## Work to be completed
Going line by line through the listing below, count each line that includes the word "Give", and reply with the count only.

## Exercise data
- - - -

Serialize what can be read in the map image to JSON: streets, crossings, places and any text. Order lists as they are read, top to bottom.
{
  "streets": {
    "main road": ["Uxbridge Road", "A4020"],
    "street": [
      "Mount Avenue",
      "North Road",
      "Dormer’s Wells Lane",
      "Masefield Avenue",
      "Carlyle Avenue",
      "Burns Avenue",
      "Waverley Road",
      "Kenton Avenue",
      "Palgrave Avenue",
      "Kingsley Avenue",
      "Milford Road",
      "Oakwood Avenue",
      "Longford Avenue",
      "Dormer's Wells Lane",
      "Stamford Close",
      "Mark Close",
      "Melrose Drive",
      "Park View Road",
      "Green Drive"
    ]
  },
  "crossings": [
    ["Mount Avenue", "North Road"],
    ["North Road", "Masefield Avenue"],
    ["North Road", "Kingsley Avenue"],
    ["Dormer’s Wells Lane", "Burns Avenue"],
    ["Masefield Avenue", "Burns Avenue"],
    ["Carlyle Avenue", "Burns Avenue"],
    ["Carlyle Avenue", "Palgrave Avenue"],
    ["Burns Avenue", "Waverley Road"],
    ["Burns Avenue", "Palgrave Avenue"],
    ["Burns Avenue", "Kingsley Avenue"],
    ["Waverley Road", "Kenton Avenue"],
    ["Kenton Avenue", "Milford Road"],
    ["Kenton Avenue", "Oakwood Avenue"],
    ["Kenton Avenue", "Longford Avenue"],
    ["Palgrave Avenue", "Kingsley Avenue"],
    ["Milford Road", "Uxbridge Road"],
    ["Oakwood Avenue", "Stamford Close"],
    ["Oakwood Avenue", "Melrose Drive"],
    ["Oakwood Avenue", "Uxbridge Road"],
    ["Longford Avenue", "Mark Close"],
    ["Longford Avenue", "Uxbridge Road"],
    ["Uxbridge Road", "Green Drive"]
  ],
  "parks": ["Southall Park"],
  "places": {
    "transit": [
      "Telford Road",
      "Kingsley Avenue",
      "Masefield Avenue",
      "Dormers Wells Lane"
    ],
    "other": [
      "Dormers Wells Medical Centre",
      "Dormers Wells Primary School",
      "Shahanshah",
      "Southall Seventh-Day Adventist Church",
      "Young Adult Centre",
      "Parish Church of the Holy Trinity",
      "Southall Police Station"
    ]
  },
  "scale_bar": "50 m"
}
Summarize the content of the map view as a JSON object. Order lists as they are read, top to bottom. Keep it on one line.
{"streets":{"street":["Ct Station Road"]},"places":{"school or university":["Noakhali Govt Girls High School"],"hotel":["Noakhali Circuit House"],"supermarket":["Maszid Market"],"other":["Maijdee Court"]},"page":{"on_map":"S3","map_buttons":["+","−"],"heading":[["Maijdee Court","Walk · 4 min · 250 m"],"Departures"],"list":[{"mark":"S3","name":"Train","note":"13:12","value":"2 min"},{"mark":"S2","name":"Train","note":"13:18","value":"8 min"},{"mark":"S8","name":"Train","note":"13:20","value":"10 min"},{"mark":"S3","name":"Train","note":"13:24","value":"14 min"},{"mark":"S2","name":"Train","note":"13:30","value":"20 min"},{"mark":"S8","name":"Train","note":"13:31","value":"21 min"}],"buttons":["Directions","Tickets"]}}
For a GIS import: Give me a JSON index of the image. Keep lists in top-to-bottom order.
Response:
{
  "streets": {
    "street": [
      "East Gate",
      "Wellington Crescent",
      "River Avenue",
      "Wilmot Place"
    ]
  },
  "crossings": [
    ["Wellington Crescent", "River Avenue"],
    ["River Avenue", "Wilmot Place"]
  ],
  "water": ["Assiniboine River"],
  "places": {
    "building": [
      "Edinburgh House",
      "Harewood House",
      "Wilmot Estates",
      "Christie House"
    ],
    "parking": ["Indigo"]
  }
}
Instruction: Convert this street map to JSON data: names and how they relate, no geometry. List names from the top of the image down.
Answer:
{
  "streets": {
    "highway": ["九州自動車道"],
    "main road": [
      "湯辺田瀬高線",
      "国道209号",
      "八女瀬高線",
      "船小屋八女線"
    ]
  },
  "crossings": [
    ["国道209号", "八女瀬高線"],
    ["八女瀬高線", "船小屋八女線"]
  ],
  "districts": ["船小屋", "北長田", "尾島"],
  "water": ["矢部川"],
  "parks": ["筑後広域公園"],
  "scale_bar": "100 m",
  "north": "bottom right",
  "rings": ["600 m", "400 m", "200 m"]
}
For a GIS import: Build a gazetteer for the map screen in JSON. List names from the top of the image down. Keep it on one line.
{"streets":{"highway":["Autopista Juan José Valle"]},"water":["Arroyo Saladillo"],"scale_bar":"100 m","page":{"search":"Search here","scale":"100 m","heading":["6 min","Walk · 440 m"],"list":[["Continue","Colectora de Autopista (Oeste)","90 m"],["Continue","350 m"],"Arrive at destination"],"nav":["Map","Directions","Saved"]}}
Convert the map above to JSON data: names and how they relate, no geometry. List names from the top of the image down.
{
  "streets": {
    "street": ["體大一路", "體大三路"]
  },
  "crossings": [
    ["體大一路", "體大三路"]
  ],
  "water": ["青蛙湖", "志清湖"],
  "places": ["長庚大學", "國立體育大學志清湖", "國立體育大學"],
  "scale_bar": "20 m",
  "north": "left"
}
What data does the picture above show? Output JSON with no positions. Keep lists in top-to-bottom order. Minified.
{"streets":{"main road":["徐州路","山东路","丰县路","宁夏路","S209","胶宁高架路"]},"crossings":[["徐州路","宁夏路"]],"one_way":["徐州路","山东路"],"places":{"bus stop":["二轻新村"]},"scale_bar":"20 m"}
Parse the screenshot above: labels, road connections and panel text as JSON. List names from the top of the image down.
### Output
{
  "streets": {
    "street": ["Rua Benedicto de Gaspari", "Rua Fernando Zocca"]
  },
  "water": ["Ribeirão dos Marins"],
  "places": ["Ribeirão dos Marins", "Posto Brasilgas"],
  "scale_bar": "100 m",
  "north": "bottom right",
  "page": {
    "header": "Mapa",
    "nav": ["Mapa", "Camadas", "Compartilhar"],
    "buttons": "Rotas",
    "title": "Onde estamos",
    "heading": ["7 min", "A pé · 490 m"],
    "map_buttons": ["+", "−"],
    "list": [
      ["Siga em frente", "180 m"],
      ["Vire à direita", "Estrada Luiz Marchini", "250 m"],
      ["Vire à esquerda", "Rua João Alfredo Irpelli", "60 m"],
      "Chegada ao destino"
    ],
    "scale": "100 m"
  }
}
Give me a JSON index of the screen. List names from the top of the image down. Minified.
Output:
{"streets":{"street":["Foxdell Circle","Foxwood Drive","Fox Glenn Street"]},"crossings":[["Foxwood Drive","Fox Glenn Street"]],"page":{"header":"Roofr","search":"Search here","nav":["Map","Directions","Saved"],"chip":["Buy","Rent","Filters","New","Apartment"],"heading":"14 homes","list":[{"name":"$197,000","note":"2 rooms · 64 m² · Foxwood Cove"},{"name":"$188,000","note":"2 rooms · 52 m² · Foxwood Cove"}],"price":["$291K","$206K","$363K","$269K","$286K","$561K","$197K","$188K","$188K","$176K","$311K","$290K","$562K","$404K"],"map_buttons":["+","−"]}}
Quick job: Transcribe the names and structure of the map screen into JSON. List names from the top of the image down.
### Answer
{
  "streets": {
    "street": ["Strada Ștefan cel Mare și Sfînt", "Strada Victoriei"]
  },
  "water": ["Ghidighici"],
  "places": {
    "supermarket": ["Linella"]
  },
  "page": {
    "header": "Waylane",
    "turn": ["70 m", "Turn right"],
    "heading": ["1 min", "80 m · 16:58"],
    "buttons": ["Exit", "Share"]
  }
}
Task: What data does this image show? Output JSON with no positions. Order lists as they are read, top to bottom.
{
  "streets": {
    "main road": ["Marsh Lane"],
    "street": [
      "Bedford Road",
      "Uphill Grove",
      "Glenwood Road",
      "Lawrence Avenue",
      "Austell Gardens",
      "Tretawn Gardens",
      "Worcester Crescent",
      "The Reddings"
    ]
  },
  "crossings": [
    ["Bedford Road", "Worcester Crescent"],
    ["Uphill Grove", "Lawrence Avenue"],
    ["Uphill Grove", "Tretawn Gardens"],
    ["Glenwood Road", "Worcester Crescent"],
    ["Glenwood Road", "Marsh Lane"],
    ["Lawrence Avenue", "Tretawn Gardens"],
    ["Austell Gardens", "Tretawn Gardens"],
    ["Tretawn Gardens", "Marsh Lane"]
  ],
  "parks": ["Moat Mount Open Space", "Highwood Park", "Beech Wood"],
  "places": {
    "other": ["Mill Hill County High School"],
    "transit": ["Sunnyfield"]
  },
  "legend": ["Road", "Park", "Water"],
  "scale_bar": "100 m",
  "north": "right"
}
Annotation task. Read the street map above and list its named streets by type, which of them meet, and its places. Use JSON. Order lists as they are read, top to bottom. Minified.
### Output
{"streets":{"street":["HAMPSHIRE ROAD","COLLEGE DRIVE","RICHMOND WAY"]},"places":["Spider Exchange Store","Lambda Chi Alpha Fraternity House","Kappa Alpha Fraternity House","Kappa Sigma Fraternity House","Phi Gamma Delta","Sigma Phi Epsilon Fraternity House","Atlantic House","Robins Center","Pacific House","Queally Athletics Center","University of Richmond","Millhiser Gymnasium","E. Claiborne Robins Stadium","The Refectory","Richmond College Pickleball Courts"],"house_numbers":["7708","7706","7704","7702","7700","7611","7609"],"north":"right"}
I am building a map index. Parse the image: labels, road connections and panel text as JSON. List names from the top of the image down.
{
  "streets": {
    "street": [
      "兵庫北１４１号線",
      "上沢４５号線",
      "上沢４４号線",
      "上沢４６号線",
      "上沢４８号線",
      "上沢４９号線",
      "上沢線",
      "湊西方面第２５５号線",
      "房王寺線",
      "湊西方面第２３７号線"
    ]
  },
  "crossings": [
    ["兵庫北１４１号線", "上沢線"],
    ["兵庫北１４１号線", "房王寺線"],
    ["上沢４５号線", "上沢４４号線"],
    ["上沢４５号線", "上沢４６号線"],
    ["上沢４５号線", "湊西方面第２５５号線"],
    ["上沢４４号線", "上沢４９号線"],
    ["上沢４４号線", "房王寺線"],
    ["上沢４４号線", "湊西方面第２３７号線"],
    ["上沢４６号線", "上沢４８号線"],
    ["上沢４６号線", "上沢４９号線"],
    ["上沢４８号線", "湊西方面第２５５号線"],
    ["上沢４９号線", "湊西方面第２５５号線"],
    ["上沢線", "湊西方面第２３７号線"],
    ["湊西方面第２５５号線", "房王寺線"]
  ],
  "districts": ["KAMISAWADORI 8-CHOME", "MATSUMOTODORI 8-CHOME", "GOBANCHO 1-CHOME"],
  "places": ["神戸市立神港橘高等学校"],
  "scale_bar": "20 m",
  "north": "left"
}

- - - -

## The answer
2